7. Neste sentido, Menezes Leitão, O Enriquecimento Sem Causa no Direito Civil citado, págs. 946-947, onde se lê que a «letra da lei parece inclinar-se para a primeira solução, uma vez que se refere à hipótese de a lei facultar esse outro meio e não à sua possibilidade concreta de exercício, que muitas vezes é prejudicada pela inércia do titular do direito». Na jurisprudência, Ac. do STJ, de 26.05.2015, João Camilo, Processo n.º 169/13.4TCGMR.G2.S1, onde se lê que «sempre que outro meio judicial for suficiente para restabelecer o equilíbrio da situação não haverá lugar, por não verificada a subsidiariedade, à acção de enriquecimento sem causa, sob pena de ela ser admitida em praticamente todas as hipóteses de pedido condenatório, como verdadeira panaceia para decisões judiciais transitadas em julgado (e eventualmente, injustas ou apenas incompreendidas) ou até para eventuais negligências das partes na condução das respectivas posições jurídicas no processo».
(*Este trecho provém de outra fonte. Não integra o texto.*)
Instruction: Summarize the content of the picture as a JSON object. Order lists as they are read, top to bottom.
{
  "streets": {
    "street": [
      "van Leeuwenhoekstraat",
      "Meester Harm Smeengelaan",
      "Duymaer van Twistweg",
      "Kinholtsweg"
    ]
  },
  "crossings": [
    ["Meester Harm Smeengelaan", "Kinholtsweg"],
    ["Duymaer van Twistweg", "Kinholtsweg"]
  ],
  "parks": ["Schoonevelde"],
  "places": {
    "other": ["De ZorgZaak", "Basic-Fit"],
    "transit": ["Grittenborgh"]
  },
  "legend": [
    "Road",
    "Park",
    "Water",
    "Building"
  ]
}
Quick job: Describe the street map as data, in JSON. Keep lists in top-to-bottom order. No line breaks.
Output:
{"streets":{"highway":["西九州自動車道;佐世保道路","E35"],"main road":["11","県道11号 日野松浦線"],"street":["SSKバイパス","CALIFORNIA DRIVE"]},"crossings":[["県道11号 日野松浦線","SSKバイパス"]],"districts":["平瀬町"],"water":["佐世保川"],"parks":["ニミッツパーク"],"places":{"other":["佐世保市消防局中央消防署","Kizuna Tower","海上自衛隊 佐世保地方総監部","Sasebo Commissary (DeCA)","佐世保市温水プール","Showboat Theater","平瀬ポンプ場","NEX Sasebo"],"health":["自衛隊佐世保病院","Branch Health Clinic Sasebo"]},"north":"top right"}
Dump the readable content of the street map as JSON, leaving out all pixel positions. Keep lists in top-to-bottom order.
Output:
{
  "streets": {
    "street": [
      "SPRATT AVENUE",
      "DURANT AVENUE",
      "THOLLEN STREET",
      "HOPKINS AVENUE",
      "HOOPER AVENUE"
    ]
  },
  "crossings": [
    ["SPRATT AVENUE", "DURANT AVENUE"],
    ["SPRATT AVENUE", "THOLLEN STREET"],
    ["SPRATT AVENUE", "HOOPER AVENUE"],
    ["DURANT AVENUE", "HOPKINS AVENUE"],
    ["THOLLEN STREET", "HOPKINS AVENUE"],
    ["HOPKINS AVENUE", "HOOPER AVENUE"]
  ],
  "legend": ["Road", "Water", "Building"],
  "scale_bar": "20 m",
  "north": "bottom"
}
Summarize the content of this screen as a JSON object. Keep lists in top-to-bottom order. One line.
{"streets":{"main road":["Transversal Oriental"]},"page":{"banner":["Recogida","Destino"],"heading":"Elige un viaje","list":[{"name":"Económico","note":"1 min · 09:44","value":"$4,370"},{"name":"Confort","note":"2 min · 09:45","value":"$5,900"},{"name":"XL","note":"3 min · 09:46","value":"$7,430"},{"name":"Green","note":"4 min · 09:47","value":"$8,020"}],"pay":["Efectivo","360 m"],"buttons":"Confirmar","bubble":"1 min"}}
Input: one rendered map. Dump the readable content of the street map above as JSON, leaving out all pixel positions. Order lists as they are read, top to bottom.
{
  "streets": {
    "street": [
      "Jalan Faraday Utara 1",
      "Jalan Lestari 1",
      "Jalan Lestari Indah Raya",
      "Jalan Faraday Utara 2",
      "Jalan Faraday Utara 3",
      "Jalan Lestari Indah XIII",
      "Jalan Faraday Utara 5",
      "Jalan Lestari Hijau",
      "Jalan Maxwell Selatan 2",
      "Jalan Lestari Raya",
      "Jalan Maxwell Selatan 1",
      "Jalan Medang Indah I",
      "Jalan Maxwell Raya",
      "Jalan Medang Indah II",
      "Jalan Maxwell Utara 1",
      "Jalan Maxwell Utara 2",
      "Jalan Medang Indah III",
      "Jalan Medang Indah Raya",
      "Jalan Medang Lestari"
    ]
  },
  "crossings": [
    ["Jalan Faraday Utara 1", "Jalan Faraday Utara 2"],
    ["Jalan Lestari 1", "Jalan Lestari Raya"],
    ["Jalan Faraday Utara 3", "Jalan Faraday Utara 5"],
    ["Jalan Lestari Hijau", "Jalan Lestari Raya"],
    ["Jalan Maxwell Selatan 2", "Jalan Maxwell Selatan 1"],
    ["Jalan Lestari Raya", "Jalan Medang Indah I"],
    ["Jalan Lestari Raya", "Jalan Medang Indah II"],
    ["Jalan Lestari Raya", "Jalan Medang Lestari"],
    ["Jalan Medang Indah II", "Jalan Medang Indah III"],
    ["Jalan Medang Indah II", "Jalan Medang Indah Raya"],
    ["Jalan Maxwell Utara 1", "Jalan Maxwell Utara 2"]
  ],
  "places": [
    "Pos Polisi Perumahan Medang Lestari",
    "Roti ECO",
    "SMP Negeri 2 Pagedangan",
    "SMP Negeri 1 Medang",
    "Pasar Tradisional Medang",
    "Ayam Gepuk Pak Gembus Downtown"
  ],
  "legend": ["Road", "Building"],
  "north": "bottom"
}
8. Neste sentido, Mário Júlio de Almeida Costa, Direito das Obrigações, 4ª edição, Coimbra Editora, pág. 329, onde se lê que à «inexistência da acção normalmente adequada equipara-se a circunstância de esta não poder ser exercida em consequência de um obstáculo legal (prescrição, caducidade), ou de não poder sê-lo utilmente por razões de facto (“maxime” a insolvência do devedor).Também neste caso deverá o interessado recorrer à pretensão de enriquecimento». Ainda Júlio Manuel Vieira Gomes, O Conceito de Enriquecimento, O Enriquecimento Forçado e os Vários Paradigmas do Enriquecimento Sem Causa citado, págs. 421 e 422, onde se lê que a subsidiariedade referida «deve ser entendida (…) sem exagero, apenas subsistindo uma situação que justifica a invocação da subsidiariedade quando o outro mecanismo permite atingir idêntico resultado e até, eventualmente, quando não se revela mais oneroso para o agente, Só nesta hipótese é que exige genuíno concurso de pretensões e o enriquecimento sem causa deve ceder o primado a outras instituições, mormente a responsabilidade civil e a acção de reivindicação».
9. Neste sentido, Ac. da RC, de 17.09.2013, Teles Pereira, Processo n.º 64/09.1TBTMR.C1, onde se lê que, no caso da «invocação de ter existido um mútuo sem que se tenha logrado prová-lo, a acção improcede, sendo descabido determinar a restituição do que foi prestado aos alegados mutuários com base no suposto enriquecimento sem causa destes».